:: The task ::
Keep only those lines of the records that include the string "they".

:: Provided material ::
■ ■ ■ ■

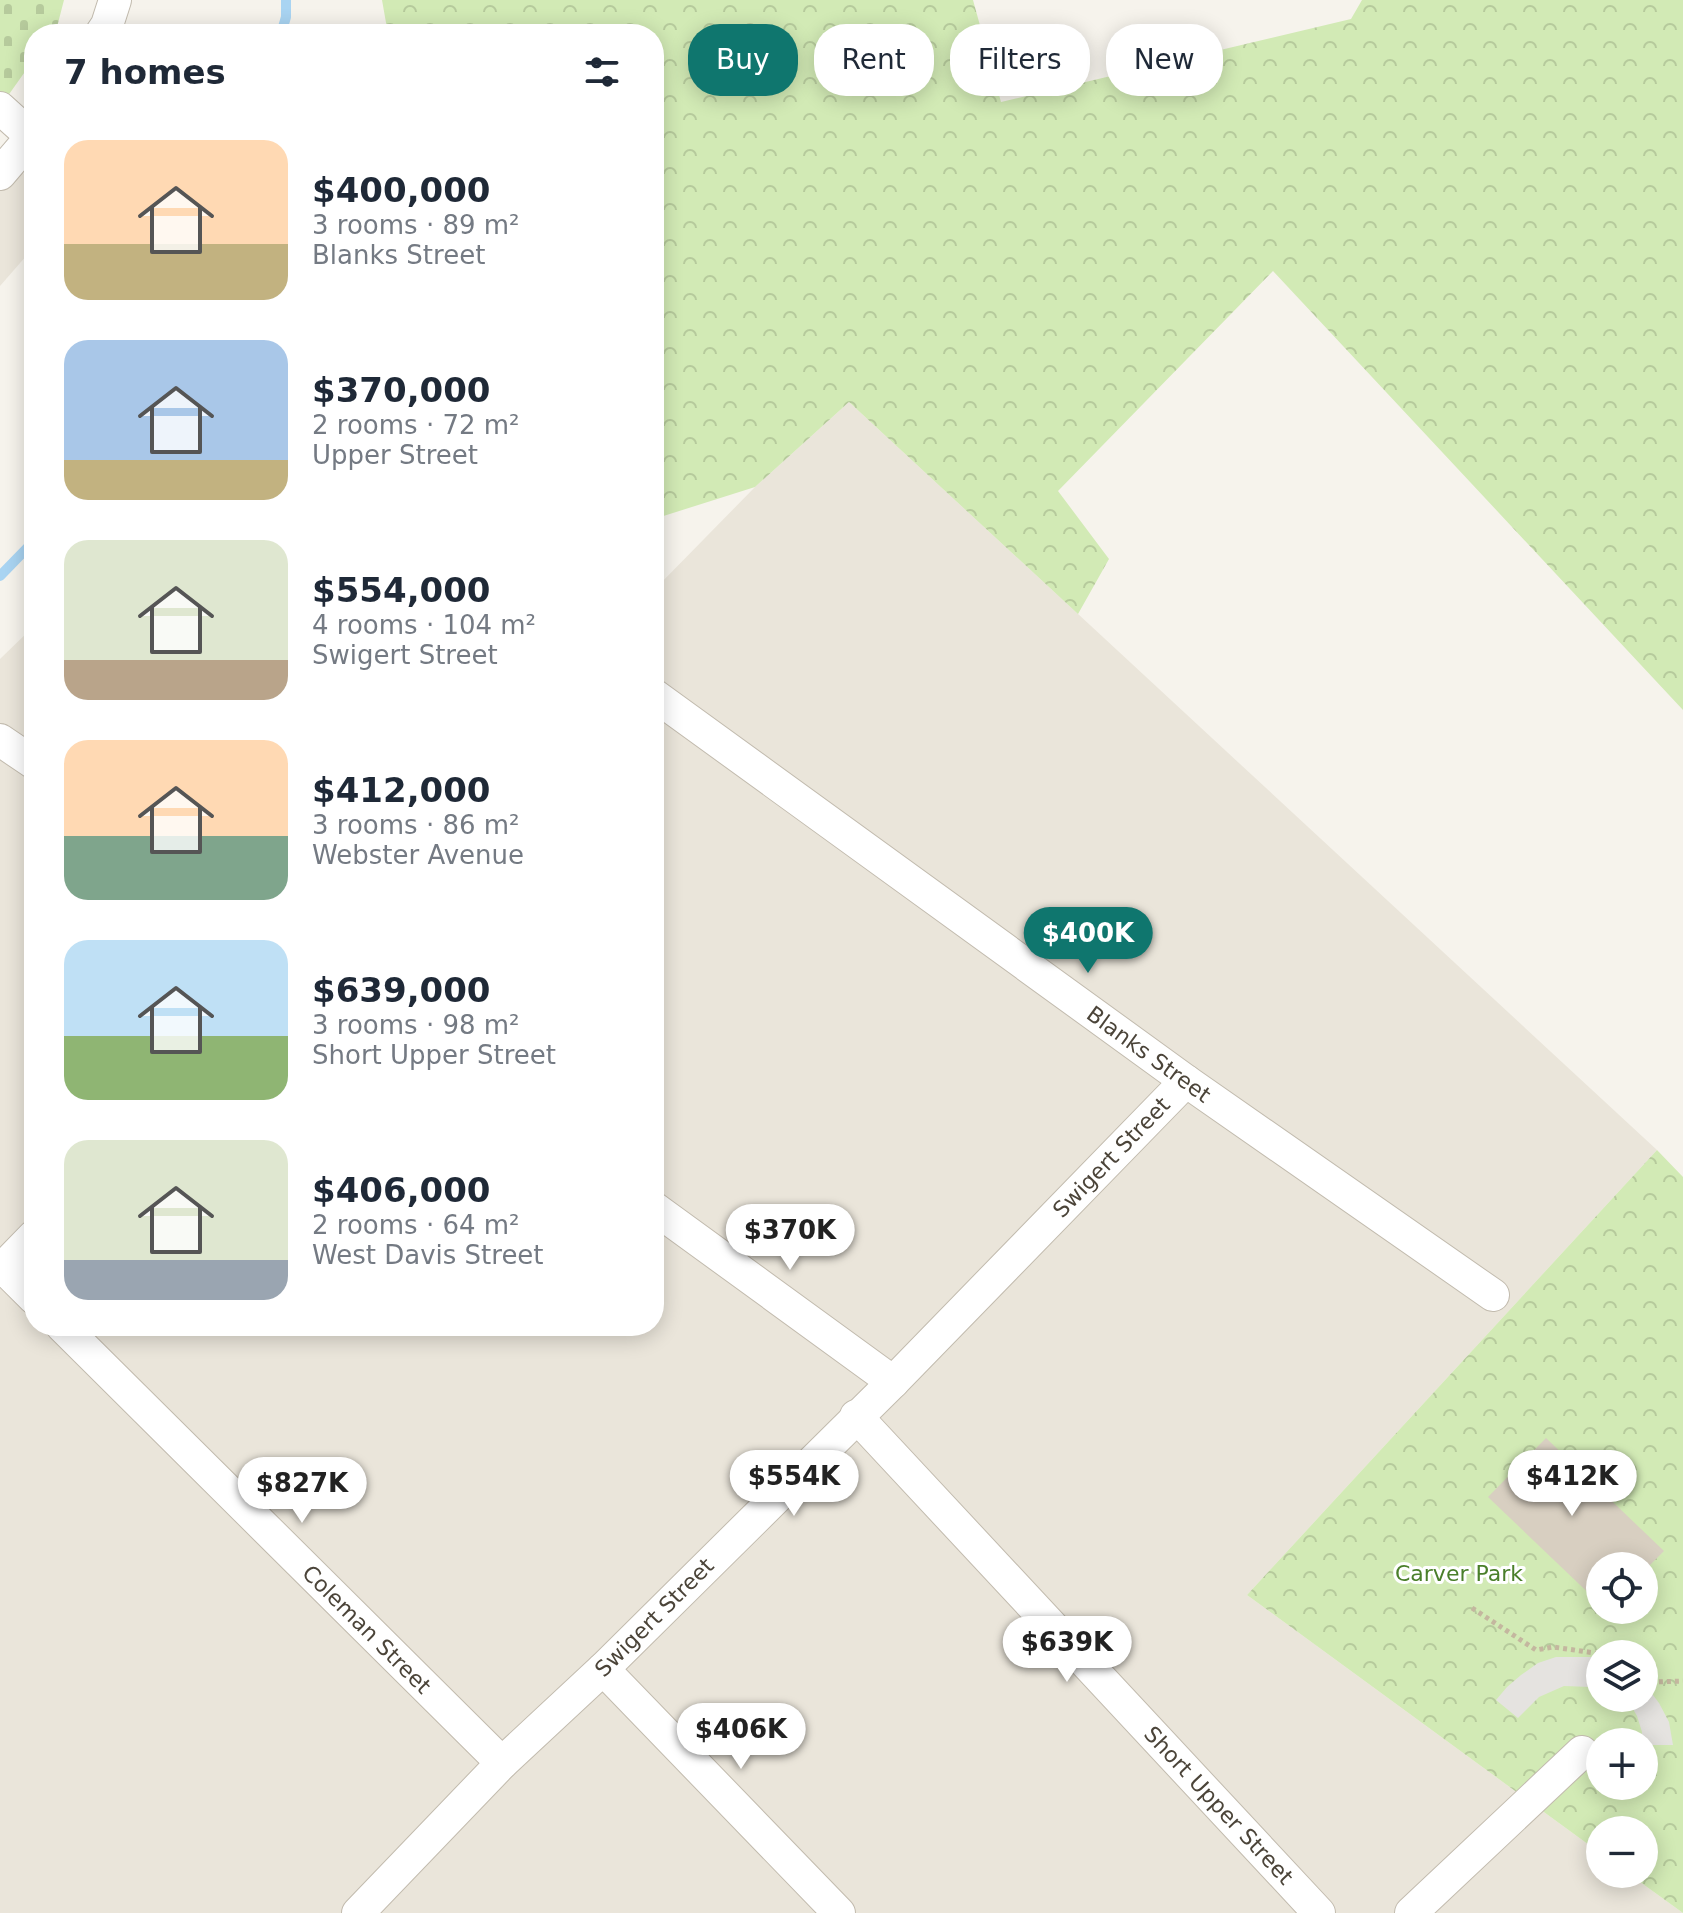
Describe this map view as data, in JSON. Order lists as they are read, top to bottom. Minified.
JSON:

■ ■ ■ ■

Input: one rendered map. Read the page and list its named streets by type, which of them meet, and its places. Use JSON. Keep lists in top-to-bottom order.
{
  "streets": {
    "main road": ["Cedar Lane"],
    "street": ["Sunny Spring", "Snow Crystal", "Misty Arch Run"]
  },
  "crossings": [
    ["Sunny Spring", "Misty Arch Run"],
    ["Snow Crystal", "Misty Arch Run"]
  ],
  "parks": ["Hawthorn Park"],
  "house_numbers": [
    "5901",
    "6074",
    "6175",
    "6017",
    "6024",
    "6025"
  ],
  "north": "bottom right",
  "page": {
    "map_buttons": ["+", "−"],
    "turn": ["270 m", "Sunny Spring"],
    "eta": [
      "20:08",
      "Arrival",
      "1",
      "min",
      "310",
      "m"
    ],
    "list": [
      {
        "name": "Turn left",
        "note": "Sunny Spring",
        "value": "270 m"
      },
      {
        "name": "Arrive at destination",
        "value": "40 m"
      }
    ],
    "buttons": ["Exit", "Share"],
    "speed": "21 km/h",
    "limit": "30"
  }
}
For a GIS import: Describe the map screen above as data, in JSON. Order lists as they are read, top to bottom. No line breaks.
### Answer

■ ■ ■ ■

:: Reply to the exercise ::
Describe this map view as data, in JSON. Order lists as they are read, top to bottom. Minified.
For a GIS import: Describe the map screen above as data, in JSON. Order lists as they are read, top to bottom. No line breaks.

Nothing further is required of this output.